Business name registration is a different process to registering a company. When you register a new company with ASIC, you are basically ‘creating’ or bringing a new corporation into existence, in accordance with the Corporations Act 2001. On the other hand, registering a business name simply allows a business to operate under that name.

Individuals, associations and companies can register a business name if they wish to carry out an enterprise under that specific name. If the business name is not the exact name of the person or corporate entity conducting the business, then that name must be registered with ASIC.

The business name chosen cannot be identical to the name of a registered company, a reserved company name or a business name that has already been registered. It is also worth remembering that all businesses trading in Australia must also have an Australian Business Number (ABN).

Company registration was previously known as ‘incorporation’. The process of registering a company results in that entity having the same powers and legal capabilities as an individual.

Before ASIC will register a company in accordance with the Corporations Act, the applicant will need to determine the type of company to be registered. Will it be a proprietary (private) or public company. You will also need to decide on:

  1. A proposed name for the company
  2. Who will be its shareholders, directors and secretary?
  3. Where will its principal place of business and registered office be located?

Onlinecompany.com.au, thanks to our direct connectivity with ASIC and our advanced technology, can then make the process of registering your company simple. To streamline the process even further, we suggest you have the following information on hand:

  1. The proposed company name, unless you are happy for the company to trade under its CAN, eg 123 456 789 Pty Ltd
  2. The company’s proposed address (principal place of business)
  3. The address of its registered office
  4. The identity of any ultimate holding company
  5. Name, address, place of birth, date of birth and any former name of each director and secretary (note, a private company does not need a secretary)
  6. Name and address of proposed shareholders (include ACN,ABN if shareholder is a company)
  7. Details of shares to be issued to proposed shareholders. You will need to include the type and number of securities to be issued and whether they are fully-paid. Companies limited by guarantee will also need to provide the proposed amount of the guarantee each member has agreed to in writing.

A private (proprietary) company must have at least one director and one shareholder. The sole director may also be the sole shareholder and secretary but a proprietary company doesn’t need to have a secretary. If it does have a secretary, at least one will need to reside in Australia.

A public company must have at least three directors. At least two directors and one secretary of a public company (a company that is able to issue shares to the public) must usually reside in Australia.

Each proposed director and secretary must give their written consent to taking up their positions and these consents must be kept on file by the company.

Upon registration by ASIC, the new company will be issued with a unique Australian Company Number (ACN).

The advantage of using an agent such as onlinecompany.com.au to assist with the company registration process is that we are able to provide you with ready-to-go replaceable rules (constitution), register, pro-forma that can be used for written consent of directors/secretaries, minutes of first meeting of directors, share certificates, etc. None of those documents is provided by ASIC as part of the registration process.

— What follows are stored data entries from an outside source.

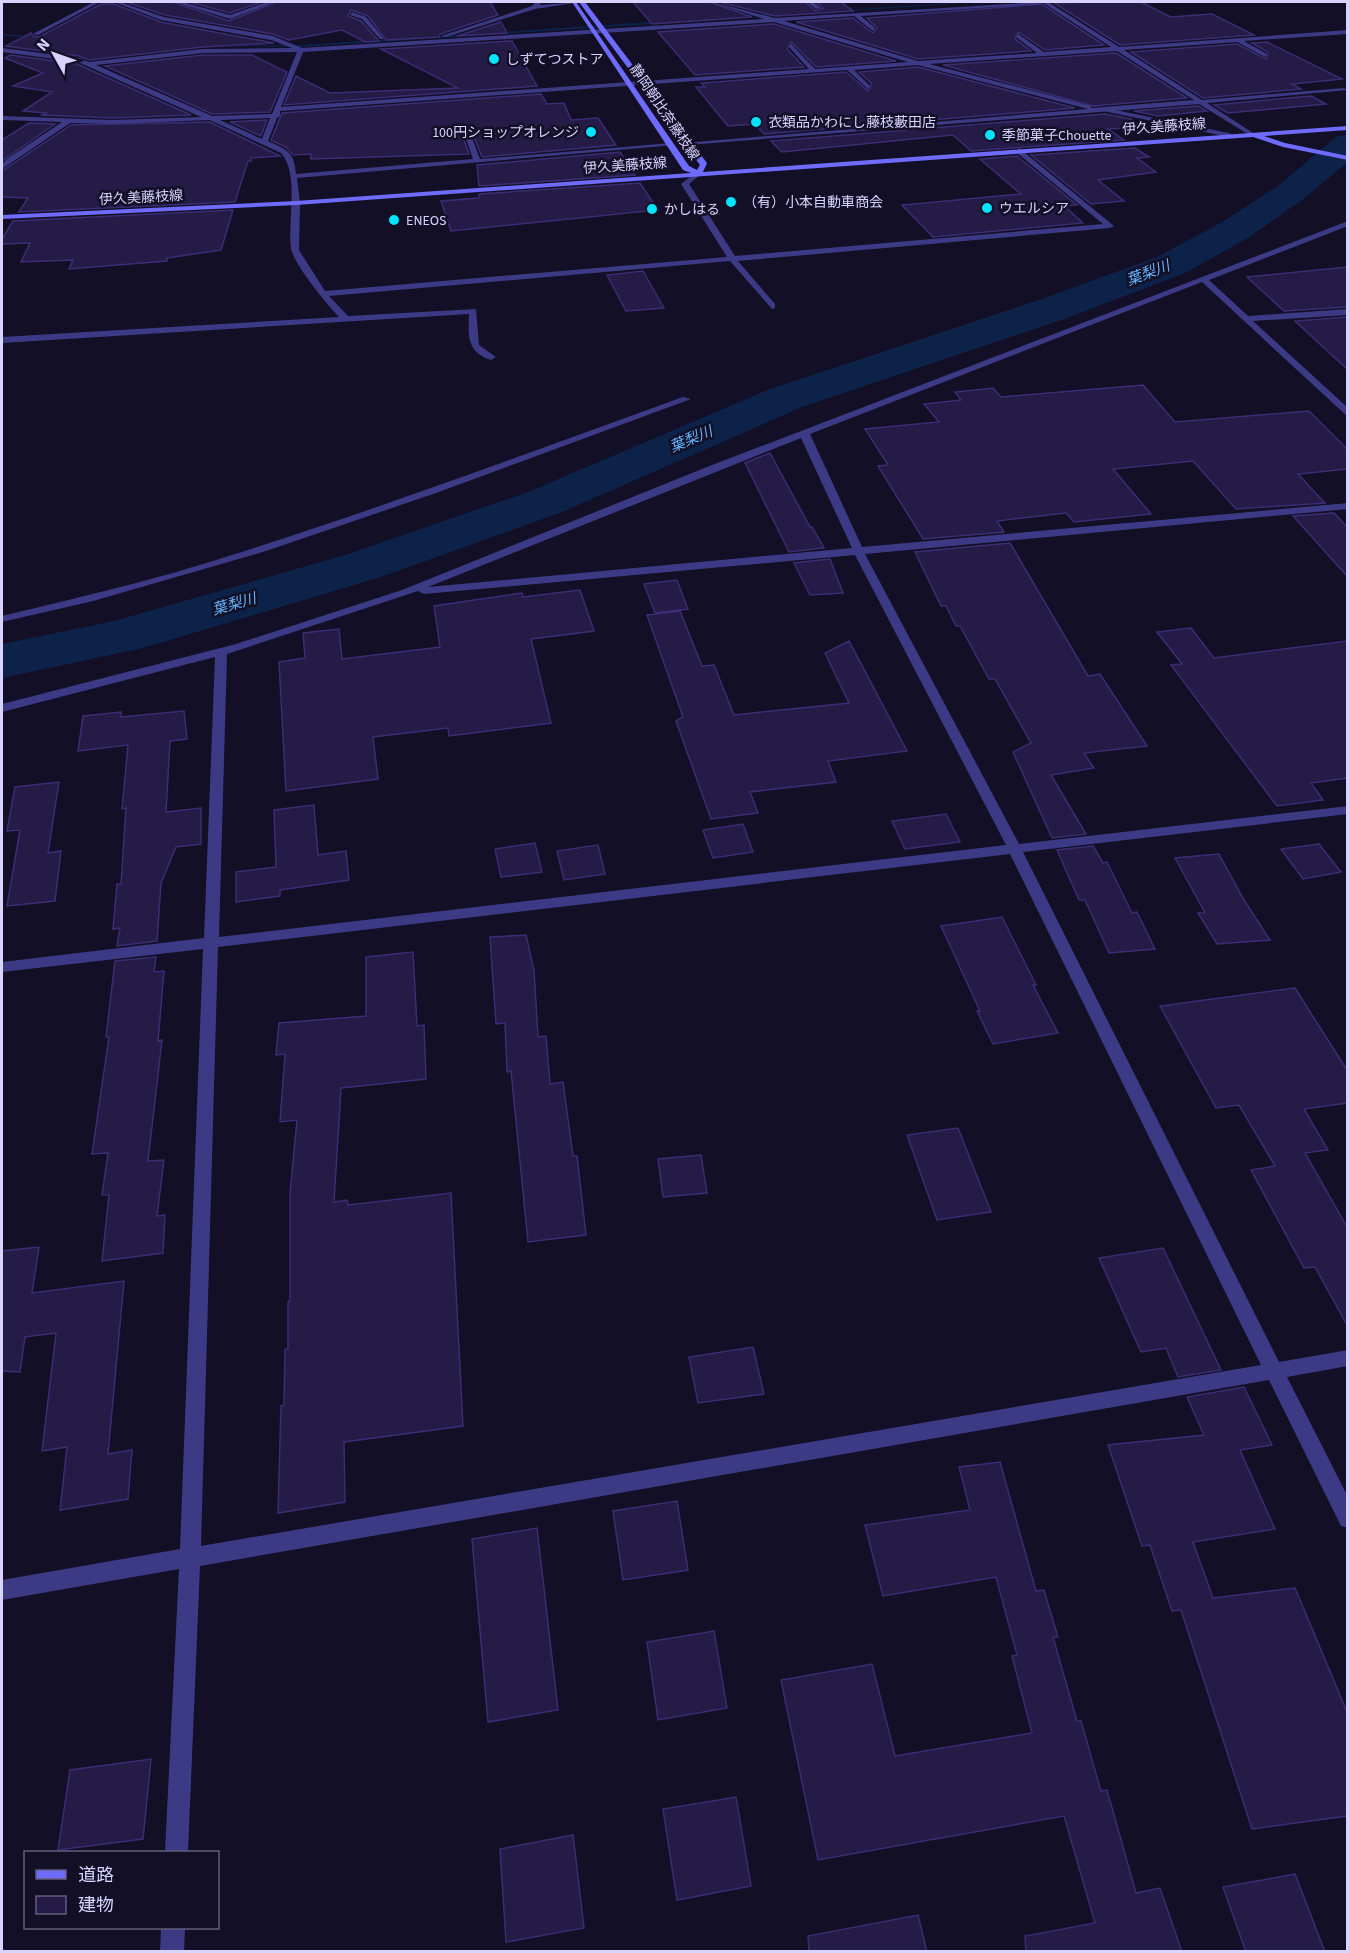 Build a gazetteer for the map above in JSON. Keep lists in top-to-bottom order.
{
  "streets": {
    "main road": ["静岡朝比奈藤枝線", "伊久美藤枝線"]
  },
  "crossings": [
    ["静岡朝比奈藤枝線", "伊久美藤枝線"]
  ],
  "water": ["葉梨川"],
  "places": [
    "しずてつストア",
    "衣類品かわにし藤枝藪田店",
    "100円ショップオレンジ",
    "季節菓子Chouette",
    "（有）小本自動車商会",
    "ウエルシア",
    "かしはる",
    "ENEOS"
  ],
  "legend": ["道路", "建物"],
  "north": "top left"
}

What is a Corporate Key and When is One Required?

A Corporate Key is like your company’s Personal Identification Number (PIN). It is a unique eight-digit number that comes with your company’s ACN and is issued at the time you register a company.

Within two days of registering a new company with the Australian Securities and Investments Commission, ASIC will send a letter to the company’s registered office containing the corporate key. It will then appear on the top right hand corner of the company’s annual statement.

A corporate key makes it possible to register online with ASIC so you can log forms and receive annual statements digitally. Once you’ve registered you won’t need to quote the corporate key each time you login.

If, instead of lodging forms online, you wish to lodge paper forms, you will need to include the corporate key as indicated. If the correct corporate key is not included in lodged documents, you will be contacted by ASIC before any lodgement is processed.

The corporate key is fixed for the life of the company but there are circumstances under which you can request to have the existing key cancelled and apply for a new corporate key. You must be an office holder or agent of the company or be an administrator or liquidator in order to request the provision of a replacement corporate key.

The main reasons for requesting a new corporate key would be if the security of your company’s number had been breach. For instance, unauthorised personnel may have gained access to it. Another reason for seeking its replacement would be if the original had been forgotten or misplaced.

if you register online and intend to do all of your business with ASIC digitally, it is essential to ensure that you keep your corporate key. There may be occasions when corporate forms will need to be lodged in paper form, particularly forms 362, 484 or 486 and you will need your corporate key to do so.